How do I deal with a lot of text data in C2?

  • Hi everyone !

    I'm trying to build an interface for a lexical database of Mandarin. Basically, I have huge text files with data separated by tabs. I use the rex_csv plug in to read them in C2 and I built the interface to make queries on this database.

    (rex_csv plugin: c2rexplugins.weebly.com/rex_csv.html )

    The interface allows you to search in two different ways:

    1. Search for info by words: you type in words, and if it is found in the database, you get all the data concerning those words.

    2. Search for words by info: you pick all the criteria you need and you get all the words in the database that match those criteria.

    Once you've done your query, you can download a file with all the data you need (you can pick what data shows up in the file).

    So I made this .capx. It's a draft, but everything works as it should. It's better than long explanations:

    drive.google.com/open

    In this draft, the database I use is a very small text file (TESTV3.txt in the .capx). In short, it's made of 6 rows (i.e. 6 words) with 5 columns (5 different pieces of informations for each).

    Now, I want to scale that up to a text files with approximately 100 000 rows and 300 columns. That's a lot of data. Which makes the AJAX request for the file fail. I get a javascript error. I can't recreate it right now, but it was something like: "allocation size overflow localhost :50000/myfile.txt on line 185 col 1".

    I think I have been too optimistic on the power of Construct 2. Maybe it can not deal with so much data? If so, do you have any recommandation on what tools I should use to get my interface working ?

  • How big is the text file? I'm guessing hundreds of megabytes?

    You can try splitting it into many smaller parts. And maybe create one or several index files. So, for example, when you need data for the word "cap", you check the index file, it tells you which file contains all the details for this word (say, db0123.txt). Then you request db0123.txt with AJAX and load it into CSV.

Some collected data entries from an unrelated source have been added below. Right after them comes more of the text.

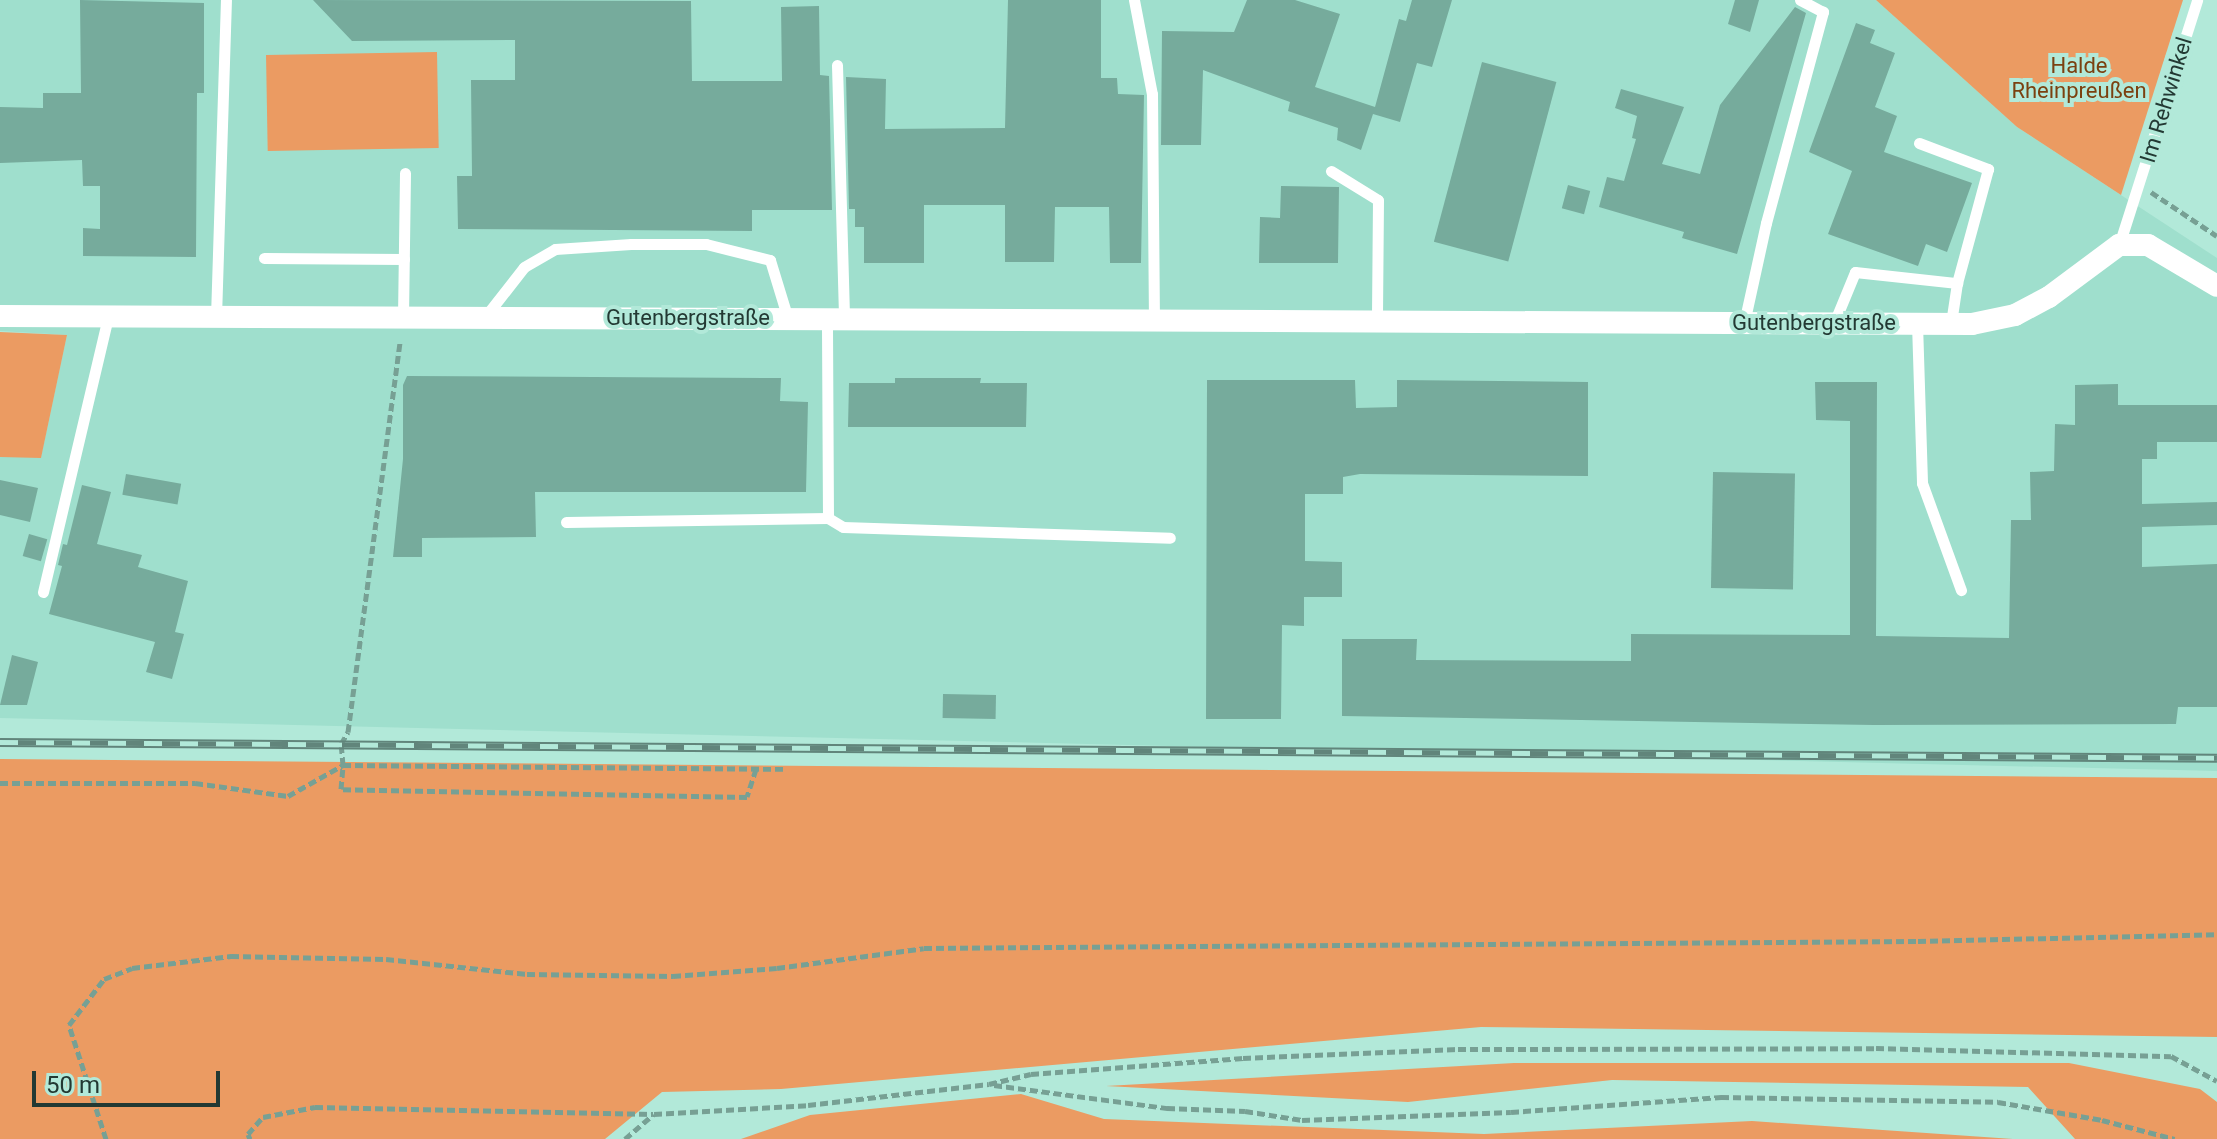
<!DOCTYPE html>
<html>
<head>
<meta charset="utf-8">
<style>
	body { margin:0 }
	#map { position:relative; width:2217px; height:1139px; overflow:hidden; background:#b2e9d9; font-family:Roboto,sans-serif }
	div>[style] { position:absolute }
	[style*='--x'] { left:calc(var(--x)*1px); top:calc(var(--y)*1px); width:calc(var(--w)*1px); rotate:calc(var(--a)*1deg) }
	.built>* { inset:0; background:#9fdfcd }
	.green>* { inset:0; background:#eb9b62; transform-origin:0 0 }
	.building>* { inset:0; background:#76ab9c; transform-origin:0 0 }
	.path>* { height:5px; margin-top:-2.5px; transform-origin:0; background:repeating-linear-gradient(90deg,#77a094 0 8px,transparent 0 12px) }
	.service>* { height:11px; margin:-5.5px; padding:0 5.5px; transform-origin:5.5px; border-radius:5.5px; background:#fff }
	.minor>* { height:22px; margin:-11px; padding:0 11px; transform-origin:11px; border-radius:11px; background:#fff }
	.rail>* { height:9px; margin-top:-4.5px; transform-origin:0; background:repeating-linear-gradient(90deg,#b2e9d9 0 18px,#61857b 0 36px); box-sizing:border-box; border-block:2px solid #61857b }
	span { translate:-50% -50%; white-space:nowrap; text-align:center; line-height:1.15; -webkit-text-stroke:8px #b2e9d9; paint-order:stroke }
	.park-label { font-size:22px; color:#7b4110 }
	.street-label { font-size:22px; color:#233933 }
	.scale { position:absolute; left:32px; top:1071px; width:188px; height:36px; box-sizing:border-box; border:4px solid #233933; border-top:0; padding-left:10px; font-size:24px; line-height:28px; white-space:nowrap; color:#233933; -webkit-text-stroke:6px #b2e9d9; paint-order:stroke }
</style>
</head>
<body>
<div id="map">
	<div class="built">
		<i style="clip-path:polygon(0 0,1876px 0,2017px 127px,2217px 258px,2217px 771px,0 718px,0 457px,41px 457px,67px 335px,0 331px)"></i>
	</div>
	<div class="green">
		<i style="clip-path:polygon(1876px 0,2183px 0,2121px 195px,2017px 127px)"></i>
		<i style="left:437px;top:52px;width:96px;height:171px;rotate:89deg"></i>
		<i style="clip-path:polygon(0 332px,67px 335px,41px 458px,0 457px)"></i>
		<i style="clip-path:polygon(0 759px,2217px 778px,2217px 1037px,1481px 1027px,781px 1089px,662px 1092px,605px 1139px,0 1139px)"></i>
		<i style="clip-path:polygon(1514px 1063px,2069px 1063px,2200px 1089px,2217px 1102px,2217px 1139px,2075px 1139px,2028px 1087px,1612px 1080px,1408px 1102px,1106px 1086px)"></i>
		<i style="clip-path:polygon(1021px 1094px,1104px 1119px,1484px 1134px,1752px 1121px,2013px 1139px,741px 1139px,810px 1115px)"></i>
	</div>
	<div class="building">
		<i style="clip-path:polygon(80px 0,204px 3px,204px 93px,197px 93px,196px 257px,83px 256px,83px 228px,100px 229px,100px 186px,83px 186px,82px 160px,0 163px,0 107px,43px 108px,43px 93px,81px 93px)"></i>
		<i style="clip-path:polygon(313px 0,691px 1px,692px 81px,782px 81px,781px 7px,819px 6px,820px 75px,829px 76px,832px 210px,752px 210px,752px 231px,458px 229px,457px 176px,472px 176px,471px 80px,515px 80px,515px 40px,352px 41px)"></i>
		<i style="clip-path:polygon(1008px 0,1101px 0,1101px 78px,1117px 78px,1118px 94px,1144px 95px,1141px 263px,1110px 263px,1109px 207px,1055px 207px,1054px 262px,1005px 262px,1005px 205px,924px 205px,924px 263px,864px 263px,864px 227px,855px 227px,855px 209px,849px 209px,846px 77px,886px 79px,885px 129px,1005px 128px)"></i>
		<i style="clip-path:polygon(1247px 0,1295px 0,1340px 14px,1315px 87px,1375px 107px,1399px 19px,1406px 21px,1412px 0,1452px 0,1432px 67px,1417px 63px,1400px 122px,1373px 114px,1361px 150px,1337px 140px,1338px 128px,1288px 111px,1290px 102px,1203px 70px,1201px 145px,1161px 145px,1162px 31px,1234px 32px)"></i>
		<i style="clip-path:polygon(1735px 0,1759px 0,1750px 32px,1728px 24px)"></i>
		<i style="clip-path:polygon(1795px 7px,1806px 13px,1737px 254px,1682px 238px,1684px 232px,1599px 207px,1607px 177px,1624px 181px,1636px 139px,1632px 138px,1637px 116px,1615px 108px,1621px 89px,1684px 107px,1662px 164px,1700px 174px,1720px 105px)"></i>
		<i style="clip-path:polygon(1856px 23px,1875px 30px,1870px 43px,1895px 53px,1875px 107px,1897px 116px,1884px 152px,1972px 183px,1947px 252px,1926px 244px,1918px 266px,1828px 234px,1852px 171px,1809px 152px)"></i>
		<i style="left:1482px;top:62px;width:77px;height:186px;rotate:15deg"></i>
		<i style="left:1568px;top:185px;width:23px;height:24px;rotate:15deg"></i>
		<i style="clip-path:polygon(1281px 186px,1339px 187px,1338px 263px,1259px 263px,1260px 217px,1280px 218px)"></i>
		<i style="clip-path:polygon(407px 376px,781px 378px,780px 401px,808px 402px,806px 492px,535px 492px,536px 537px,422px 538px,422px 557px,393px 557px,403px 459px,403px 385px)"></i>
		<i style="clip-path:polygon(895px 378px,981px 378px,980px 383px,1027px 383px,1026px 427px,848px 427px,849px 383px,895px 383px)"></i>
		<i style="clip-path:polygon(1207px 380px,1355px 380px,1356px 408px,1397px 407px,1397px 380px,1588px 382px,1588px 476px,1360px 474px,1343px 477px,1343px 494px,1305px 494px,1305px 561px,1342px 562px,1342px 597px,1304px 597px,1304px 626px,1282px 625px,1281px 719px,1206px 719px)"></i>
		<i style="clip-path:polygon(1815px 382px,1877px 382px,1876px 636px,2009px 638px,2011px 520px,2031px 520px,2030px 472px,2054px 471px,2055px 424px,2075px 425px,2075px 385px,2118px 384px,2118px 405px,2217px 405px,2217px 442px,2157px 442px,2157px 459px,2142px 459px,2142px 504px,2217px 502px,2217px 525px,2142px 527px,2142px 567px,2217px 564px,2217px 707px,2178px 707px,2176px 724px,1874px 725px,1342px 716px,1342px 639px,1417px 639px,1416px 660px,1631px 661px,1631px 634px,1850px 635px,1850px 421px,1816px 420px)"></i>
		<i style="left:1713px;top:472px;width:82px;height:116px;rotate:1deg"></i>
		<i style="left:126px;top:474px;width:56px;height:21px;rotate:10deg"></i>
		<i style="clip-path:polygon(0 480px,38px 488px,30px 522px,0 515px)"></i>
		<i style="clip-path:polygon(82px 485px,111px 492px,97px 544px,142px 555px,138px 567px,188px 581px,175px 632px,184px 634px,172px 679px,146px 672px,155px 642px,49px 614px,62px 566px,58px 565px,63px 544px,67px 545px)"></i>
		<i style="left:29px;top:534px;width:19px;height:23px;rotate:16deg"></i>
		<i style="clip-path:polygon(12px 655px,38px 662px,27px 705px,0 705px)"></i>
		<i style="left:943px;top:694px;width:53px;height:24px;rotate:1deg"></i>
	</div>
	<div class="path">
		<i style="--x:2151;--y:192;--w:79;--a:33.7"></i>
		<i style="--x:756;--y:769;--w:29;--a:108"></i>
		<i style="--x:747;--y:797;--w:406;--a:-178.9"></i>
		<i style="--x:341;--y:789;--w:24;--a:-85"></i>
		<i style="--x:343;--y:765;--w:441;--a:0.5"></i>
		<i style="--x:0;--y:783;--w:195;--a:0"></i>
		<i style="--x:195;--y:783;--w:94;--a:8"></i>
		<i style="--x:288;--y:796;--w:63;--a:-29.4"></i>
		<i style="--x:343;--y:765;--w:21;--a:-95"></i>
		<i style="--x:341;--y:744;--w:14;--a:-60"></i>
		<i style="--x:348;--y:732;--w:395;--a:-82.4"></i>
		<i style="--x:994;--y:1085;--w:175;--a:7.6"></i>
		<i style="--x:1167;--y:1108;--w:78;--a:2.2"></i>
		<i style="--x:1245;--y:1111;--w:58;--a:9"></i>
		<i style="--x:1302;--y:1120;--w:209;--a:-2.2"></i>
		<i style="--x:1511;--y:1112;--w:211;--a:-4.1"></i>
		<i style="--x:1721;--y:1097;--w:277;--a:1"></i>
		<i style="--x:1998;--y:1102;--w:106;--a:9.8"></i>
		<i style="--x:2102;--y:1120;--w:75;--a:14.6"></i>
		<i style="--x:106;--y:1139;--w:120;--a:-108"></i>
		<i style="--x:69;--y:1025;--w:58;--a:-52.7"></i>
		<i style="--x:104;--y:979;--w:30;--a:-21"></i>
		<i style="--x:132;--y:968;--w:100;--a:-6.9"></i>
		<i style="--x:231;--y:956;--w:155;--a:1.1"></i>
		<i style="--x:386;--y:959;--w:142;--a:6.1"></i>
		<i style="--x:527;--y:974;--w:146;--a:0.8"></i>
		<i style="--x:673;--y:976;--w:104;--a:-4.4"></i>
		<i style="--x:777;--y:968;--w:148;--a:-7.7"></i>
		<i style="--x:924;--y:948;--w:994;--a:-0.4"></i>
		<i style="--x:1918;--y:941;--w:299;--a:-1.3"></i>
		<i style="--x:250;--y:1139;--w:5;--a:-112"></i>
		<i style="--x:248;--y:1134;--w:23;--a:-49"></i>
		<i style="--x:263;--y:1117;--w:53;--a:-10.9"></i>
		<i style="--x:315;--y:1107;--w:338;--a:1.2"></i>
		<i style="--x:625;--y:1139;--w:38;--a:-41"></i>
		<i style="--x:654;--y:1114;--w:154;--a:-3.3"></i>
		<i style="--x:808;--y:1105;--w:182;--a:-6.6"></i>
		<i style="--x:989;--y:1084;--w:43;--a:-13.4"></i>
		<i style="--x:1031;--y:1074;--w:213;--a:-4.3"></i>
		<i style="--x:1243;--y:1058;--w:215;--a:-2.4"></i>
		<i style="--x:1458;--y:1049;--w:418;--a:-0.1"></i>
		<i style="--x:1876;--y:1048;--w:295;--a:1.6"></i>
		<i style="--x:2171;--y:1056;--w:52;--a:28.5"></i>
	</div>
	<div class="service">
		<i style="--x:1134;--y:0;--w:96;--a:79.2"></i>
		<i style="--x:1152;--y:94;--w:226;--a:89.5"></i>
		<i style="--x:837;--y:65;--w:254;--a:88.4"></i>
		<i style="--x:1919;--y:143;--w:74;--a:20.6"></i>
		<i style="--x:1988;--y:169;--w:118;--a:105.2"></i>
		<i style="--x:1331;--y:171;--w:55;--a:31.7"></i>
		<i style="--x:1378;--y:200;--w:121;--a:90.5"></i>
		<i style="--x:2119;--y:245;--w:257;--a:-72.3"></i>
		<i style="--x:264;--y:258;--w:140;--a:0.4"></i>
		<i style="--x:216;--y:317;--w:317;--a:-88.2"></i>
		<i style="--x:403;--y:317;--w:144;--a:-89.2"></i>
		<i style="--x:485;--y:317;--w:63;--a:-52"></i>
		<i style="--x:524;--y:267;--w:36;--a:-30"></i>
		<i style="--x:555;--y:249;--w:76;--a:-3.8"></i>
		<i style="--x:631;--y:244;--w:75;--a:0"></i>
		<i style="--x:706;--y:244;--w:66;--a:14"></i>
		<i style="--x:770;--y:260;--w:62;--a:73"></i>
		<i style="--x:1744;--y:323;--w:102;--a:-77.6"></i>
		<i style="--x:1766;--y:223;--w:219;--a:-74.9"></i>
		<i style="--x:1823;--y:12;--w:26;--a:-152"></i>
		<i style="--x:1834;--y:323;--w:55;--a:-67.6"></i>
		<i style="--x:1855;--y:272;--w:103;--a:6.2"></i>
		<i style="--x:1957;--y:283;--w:40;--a:98.5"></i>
		<i style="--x:1917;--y:323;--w:160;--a:88.2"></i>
		<i style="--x:1922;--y:483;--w:114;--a:70"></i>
		<i style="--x:828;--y:518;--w:17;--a:31"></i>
		<i style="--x:843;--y:527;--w:327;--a:1.9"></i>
		<i style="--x:566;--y:522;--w:262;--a:-0.9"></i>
		<i style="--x:828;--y:518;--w:199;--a:-90.3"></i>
		<i style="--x:43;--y:592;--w:283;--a:-76.7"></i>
	</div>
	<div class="minor">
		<i style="--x:0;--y:316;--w:1972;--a:0.23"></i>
		<i style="--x:1972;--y:324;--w:44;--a:-11.8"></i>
		<i style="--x:2015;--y:315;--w:38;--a:-28"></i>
		<i style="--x:2049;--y:297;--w:87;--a:-36.6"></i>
		<i style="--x:2119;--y:245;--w:29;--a:0"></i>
		<i style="--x:2148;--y:245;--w:80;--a:30.7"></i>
	</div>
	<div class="rail">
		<i style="--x:0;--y:742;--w:2217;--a:0.41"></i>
	</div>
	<div class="park-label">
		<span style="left:2079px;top:78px">Halde<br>Rheinpreußen</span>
	</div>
	<div class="street-label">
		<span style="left:2166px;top:100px;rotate:-73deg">Im Rehwinkel</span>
		<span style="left:688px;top:318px">Gutenbergstraße</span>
		<span style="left:1814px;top:323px">Gutenbergstraße</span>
	</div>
	<div class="scale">50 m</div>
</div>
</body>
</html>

    It may be slow, but hopefully will work.

    .

    Another (better) solution would be moving the whole thing into a MySQL database and communicating with it via PHP or JS.

    .

    By the way, you should probably compress some data in the file, storing each letter of the word in a separate column is not very efficient.

  • Try Construct 3

    Develop games in your browser. Powerful, performant & highly capable.

    Try Now Construct 3 users don't see these ads
  • Hey! Thanks for helping me again. See, I made use of the csv plug in you suggested to me before!

    The files are about 250MB and I have three of them. So that would be a loooot of different parts. And I guess the thing would still be slow as hell in the end.

    I guess I'll look into MySQL. Sounds like a better option for that purpose.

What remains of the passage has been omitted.